Monday, May 04, 2009

Cheaper Solar Concentrators

Monday, May 04, 2009

Cheaper Solar Concentrators

Skyline Solar, a new startup, is combining conventional technologies to lower solar-power costs.

By Kevin Bullis

Skyline Solar, a startup that today announced its existence to the world, has developed a cheaper way to harvest energy from the sun. The company's solar panels concentrate sunlight onto a small area, reducing the amount of expensive semiconductor material needed to generate electricity.


Sun collectors: Skyline Solar combines conventional silicon solar cells with reflective parabolic troughs (shown here).
Credit: Skyline Solar

The technology will bring the cost of solar power in line with the average cost of electricity, at least in sunny areas, says Ben Eiref, Skyline Solar's director of product management. Currently, solar power can be far more expensive than electricity from conventional sources; many governments have resorted to subsidies to increase its use.

Skyline Solar has raised $24.6 million to date and has been awarded $3 million by the Department of Energy to speed up production. It has also installed a pilot power plant that can produce 24 kilowatts of electricity, and has started production of its solar panels with the goal of selling them later this year. They are designed for commercial installations in the 1-to-10-megawatt range, such as on food-processing and water-treatment facilities at the edges of cities or in rural areas.

The startup isn't the first company to attempt to reduce costs by concentrating sunlight onto smaller solar cells. But Skyline Solar says that it can better compete with other energy sources by combining two technologies that can be produced in high volume using existing equipment and that have been demonstrated in the field for decades: conventional silicon solar cells and reflective parabolic troughs, which are used now in solar thermal plants.
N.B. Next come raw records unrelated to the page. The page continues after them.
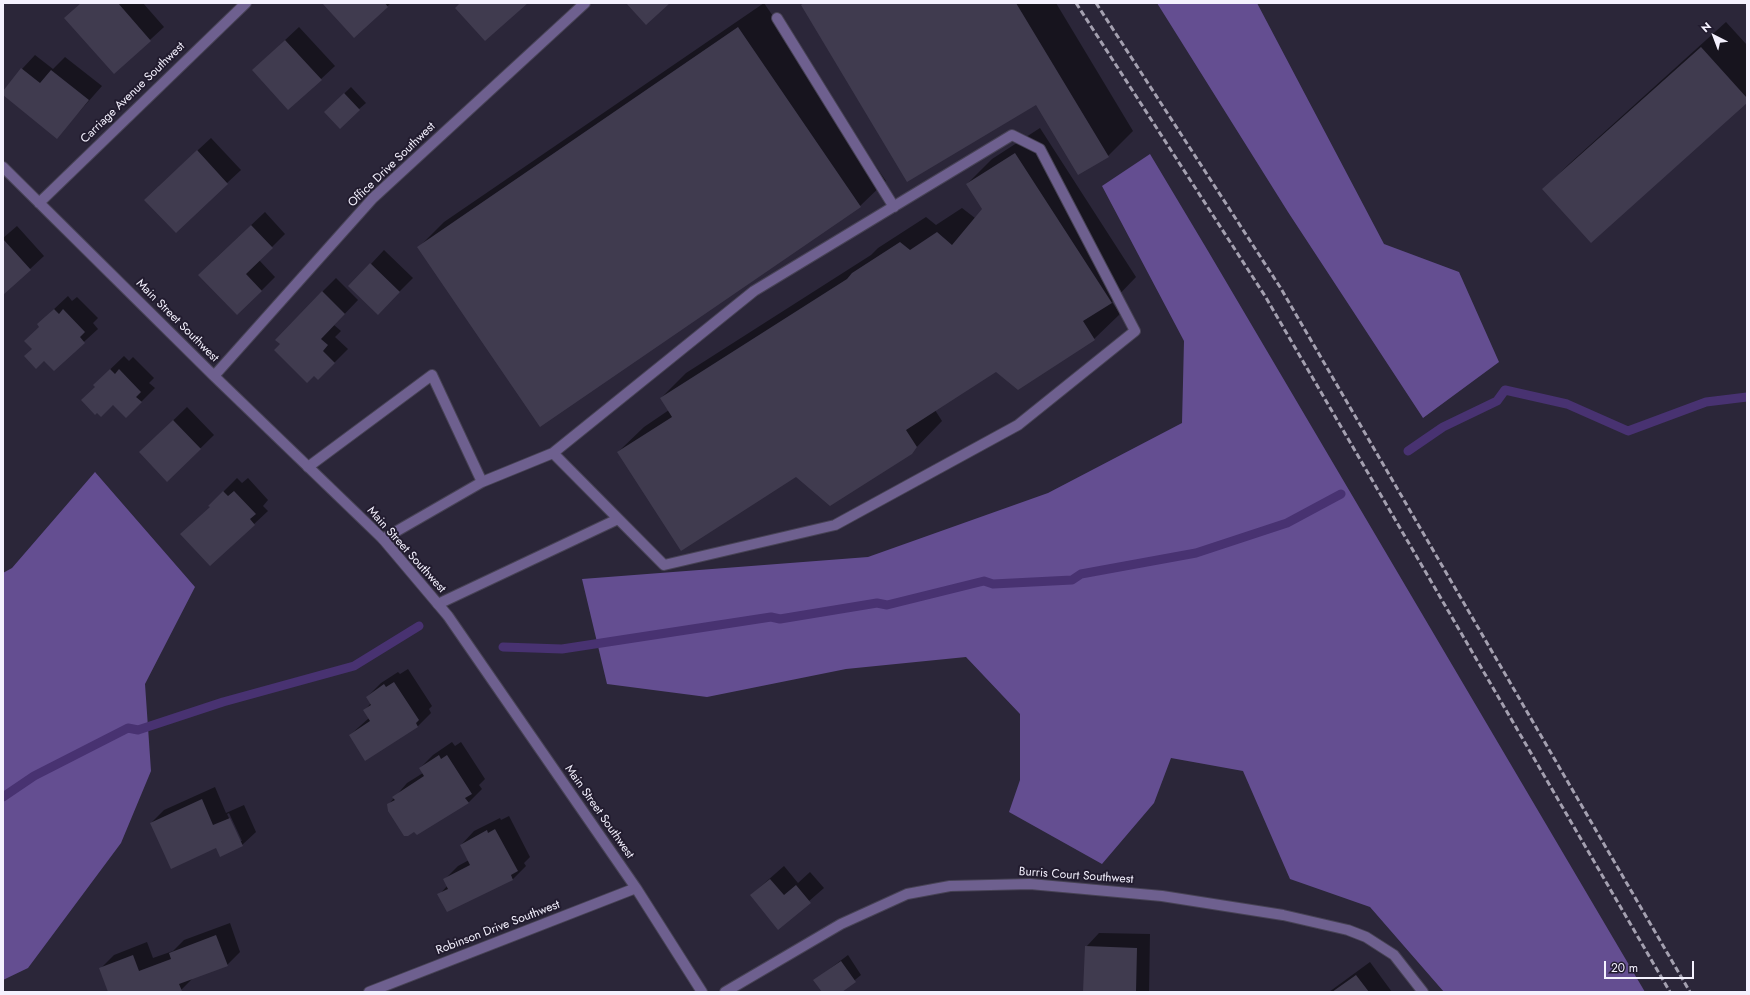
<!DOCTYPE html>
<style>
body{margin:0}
#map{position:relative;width:1750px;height:995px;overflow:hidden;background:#2b2639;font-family:Jost,sans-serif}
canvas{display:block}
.frame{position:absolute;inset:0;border:4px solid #f4f1fe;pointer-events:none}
.north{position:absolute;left:1694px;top:16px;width:40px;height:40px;-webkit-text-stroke:3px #221c2f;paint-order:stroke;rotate:318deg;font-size:11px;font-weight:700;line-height:16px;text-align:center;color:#f4f1fe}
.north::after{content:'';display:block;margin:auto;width:14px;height:18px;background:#f4f1fe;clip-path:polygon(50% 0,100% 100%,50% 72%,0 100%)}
.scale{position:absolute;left:1604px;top:961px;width:90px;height:18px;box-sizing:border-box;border:2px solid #f4f1fe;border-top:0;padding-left:5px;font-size:12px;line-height:14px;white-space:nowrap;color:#f4f1fe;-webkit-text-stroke:3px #221c2f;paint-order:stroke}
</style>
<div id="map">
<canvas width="1750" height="995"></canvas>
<div class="frame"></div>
<div class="north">N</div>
<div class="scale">20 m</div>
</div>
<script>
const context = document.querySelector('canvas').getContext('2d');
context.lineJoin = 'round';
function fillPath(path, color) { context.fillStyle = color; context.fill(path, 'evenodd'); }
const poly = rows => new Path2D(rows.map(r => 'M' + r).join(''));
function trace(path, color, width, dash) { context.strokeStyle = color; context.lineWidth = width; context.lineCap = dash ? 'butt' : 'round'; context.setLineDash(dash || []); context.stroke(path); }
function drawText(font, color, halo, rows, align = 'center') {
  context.font = font + ' Jost,sans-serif'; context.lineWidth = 4; context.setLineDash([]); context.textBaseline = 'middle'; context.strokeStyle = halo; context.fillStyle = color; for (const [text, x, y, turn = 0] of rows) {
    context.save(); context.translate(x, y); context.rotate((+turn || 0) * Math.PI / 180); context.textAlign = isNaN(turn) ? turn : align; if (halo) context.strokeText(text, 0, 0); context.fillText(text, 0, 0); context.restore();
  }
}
fillPath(poly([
 [1157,3,1257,3,1384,244,1459,272,1499,362,1423,418,1288,212],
 [1150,154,1208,251,1645,992,1444,992,1370,907,1290,879,1243,771,1171,758,1154,803,1102,864,1009,812,1020,780,1020,714,966,657,846,669,707,697,607,684,582,579,868,557,1048,493,1182,423,1184,341,1102,186],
 [95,472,195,587,145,684,151,771,121,843,28,968,3,980,3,573,12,568]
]), '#644e91');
fillPath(poly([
 [81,3,143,3,164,27,115,72],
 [323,3,391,3,354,37],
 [764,3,886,181,860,206,419,247,444,222],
 [804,3,1056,3,1133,131,1108,156,1036,103,802,5],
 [1726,22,1747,45,1747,102,1544,189,1569,164],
 [299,27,335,66,321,79,253,70],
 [35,55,53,69,65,57,102,86,57,137,3,94,22,69],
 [351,87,366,103,359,109,325,112],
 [1040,128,1136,277,1112,302,1120,314,1094,339,996,370,935,410,942,421,911,453,796,475,618,452,644,427,669,410,661,398,686,373,871,255,878,248,926,217,936,225,962,208,975,218,983,209,967,184,992,159],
 [211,138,241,170,227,183,159,186],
 [265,212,285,234,259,260,275,277,261,291,213,261],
 [17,226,44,256,3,294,3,238],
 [384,250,413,278,391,300,371,264],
 [336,278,358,300,334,325,341,331,335,337,348,349,318,379,281,344,322,292],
 [68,296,72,301,77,297,98,318,93,323,98,329,54,369,33,349,40,326,52,311],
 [124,356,129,361,133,357,154,378,149,383,155,388,126,417,94,385],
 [187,407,214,435,167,481,154,439],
 [237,478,242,483,248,478,268,500,263,506,268,511,210,565,223,492],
 [408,669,432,706,429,709,431,713,418,726,366,759,350,735,369,718,365,710,371,703,367,697,381,683,398,672,400,674],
 [452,742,455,746,461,742,485,779,479,785,482,789,468,803,388,805,407,783,423,773,420,768,433,755],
 [215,787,226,813,244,805,256,832,242,845,217,847,151,823,164,810],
 [229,813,242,841,240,841,227,814],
 [509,816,530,857,524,863,526,866,513,879,447,910,439,895,448,885,445,879,458,866,469,860,461,845,474,831,500,818,501,820],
 [784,866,798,883,810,872,824,888,778,928,751,895],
 [230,923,240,952,227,965,193,978,181,990,176,992,110,992,101,968,114,955,147,942,153,958,173,951,184,940],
 [1099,933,1150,934,1149,992,1084,992,1086,947],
 [848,955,861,975,840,992,823,992,815,980],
 [1370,962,1392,992,1329,992]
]), '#0007');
trace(poly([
 [1408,451,1443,427,1497,401,1505,390,1567,404,1628,431,1706,402,1747,397],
 [503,647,562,649,771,617,780,619,877,603,887,605,984,581,993,584,1072,580,1081,574,1196,553,1287,523,1341,494],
 [3,797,34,776,128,728,138,730,223,702,354,666,419,626]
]), '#483271', 9);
fillPath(poly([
 [81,3,118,3,151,41,114,74,64,18],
 [322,3,385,3,388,7,354,38],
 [460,3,528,3,485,41,455,8],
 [626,3,670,3,646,25],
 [804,3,1016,3,1109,157,1078,175,1036,105,907,182,801,5],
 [738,27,861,207,540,427,417,247],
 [285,40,322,80,288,110,252,70],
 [1701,47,1747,98,1747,103,1591,243,1542,189],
 [21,68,40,83,51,70,89,100,57,139,3,95,3,91],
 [344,93,360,110,340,129,324,112],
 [197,150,228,184,176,233,144,200],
 [1015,153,1112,303,1083,321,1095,340,1018,390,996,372,906,430,917,447,912,454,830,506,796,477,681,551,617,452,672,417,660,398,847,279,852,273,900,242,910,250,937,232,952,245,982,209,966,184],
 [251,225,273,248,246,274,262,291,237,315,198,275],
 [3,239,31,270,3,295],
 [370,263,400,292,378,315,348,286],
 [322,291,345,314,321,339,328,345,323,351,335,363,318,380,314,376,307,383,274,350,280,344,275,340],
 [54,309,59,314,63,309,85,332,80,337,85,343,54,371,44,361,36,369,24,356,32,349,24,341,39,327,37,324],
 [110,369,115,374,119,369,141,392,136,397,142,402,126,418,113,405,101,417,97,413,95,415,81,400,95,387,93,385],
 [173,420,201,449,167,482,139,452],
 [223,491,228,496,234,491,256,514,250,519,255,525,210,566,180,534,210,507,208,506],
 [394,682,419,720,416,723,418,727,365,761,349,735,370,721,363,710,371,705,366,697,384,684,386,687],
 [439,755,441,759,447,755,472,794,465,798,469,803,417,835,414,832,408,836,404,836,388,811,387,804,395,800,392,797,424,776,419,768],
 [202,799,213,825,230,818,243,846,220,857,216,848,171,869,150,823],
 [495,829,518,871,511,875,513,880,447,912,437,894,448,889,443,879,470,865,460,845,487,830,488,833],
 [770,879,784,895,796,885,811,903,778,930,750,895],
 [216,935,228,966,179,984,182,991,108,992,99,968,133,955,139,971,171,959,169,953],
 [1085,946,1137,948,1136,992,1083,992],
 [841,961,856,982,842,992,822,992,813,980],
 [1356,975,1369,992,1332,992]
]), '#403b4f');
const service = poly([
 [777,18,894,207],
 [308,467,432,375,482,482,553,453,754,291,1012,135,1040,149,1135,331,1018,425,835,525,664,565,553,453],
 [383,539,482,482],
 [438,604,618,519]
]);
const minor = poly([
 [3,167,214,376,383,539,448,616,636,888,702,992],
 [39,203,246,3],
 [214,376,373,198,585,3],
 [369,992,636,888],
 [725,992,841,924,907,894,950,886,1030,884,1162,896,1283,915,1348,930,1366,937,1394,955,1423,992]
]);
trace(service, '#474255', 12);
trace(minor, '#474255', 12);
trace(service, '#6e608f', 10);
trace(minor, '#6e608f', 10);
trace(poly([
 [1076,3,1265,296,1670,992],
 [1096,3,1280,287,1690,992]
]), '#a4a0b0', 3, [6, 3]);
drawText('12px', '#f4f1fe', '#221c2f', [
 ["Carriage Avenue Southwest",133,93,-44],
 ["Office Drive Southwest",392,165,-44],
 ["Main Street Southwest",177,321,45],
 ["Main Street Southwest",406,550,48],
 ["Main Street Southwest",599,812,55],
 ["Burris Court Southwest",1076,876,4],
 ["Robinson Drive Southwest",498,928,-21]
]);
</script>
In these thermal plants, the long, curved troughs concentrate light on tubes, heating up a fluid inside them that, in turn, is used to drive power-generating turbines. Skyline Solar has replaced those tubes with narrow solar panels, adding a heat sink to keep them from getting too hot. The troughs concentrate the light by about a factor of 10, increasing the power output of the panels by about the same amount as conventional solar panels without concentrators. (To compensate for the increased power output, the company has incorporated larger electrical contacts into the panels.)

Other companies are developing systems that concentrate sunlight much more--by hundreds of times--in an effort to further decrease the amount of expensive solar-cell material needed. Indeed, two of Skyline Solar's founders were part of the founding team at another concentrating-solar company, SolFocus, that was also developing a high-concentration system. But they decided that the technology, while promising, faced too many technical hurdles to be brought to market quickly.

While Skyline Solar's technology may be simpler and easier to bring to market, it's not guaranteed success, says Travis Bradford, a professor of management at the University of Chicago and a solar-industry analyst with the Prometheus Institute for Sustainable Development. "Parabolic troughs are known, so they know what the costs are, and they can make them at a predictable rate," he says. But like almost all concentrating-solar systems, they require a tracking system to keep the mirrors pointed at the sun. "Mirrors are probably cheaper to make than solar cells--for now. But when you add in the tracking, whether there's any real advantage is questionable."

What's more, Bradford says that prices for conventional silicon solar panels are falling dramatically, closing the gap between the cost of regular panels and the cost of the mirrors and the tracking system combined. Potentially, this makes it less worthwhile to concentrate sunlight.

Bradford notes, however, that if Skyline Solar does manage to keep its prices lower than those of the competition, it has a large potential market. The application that it's designed for--medium-size solar-power plants at the edges of cities, called distributed utility systems--is the fastest-growing segment of the solar market.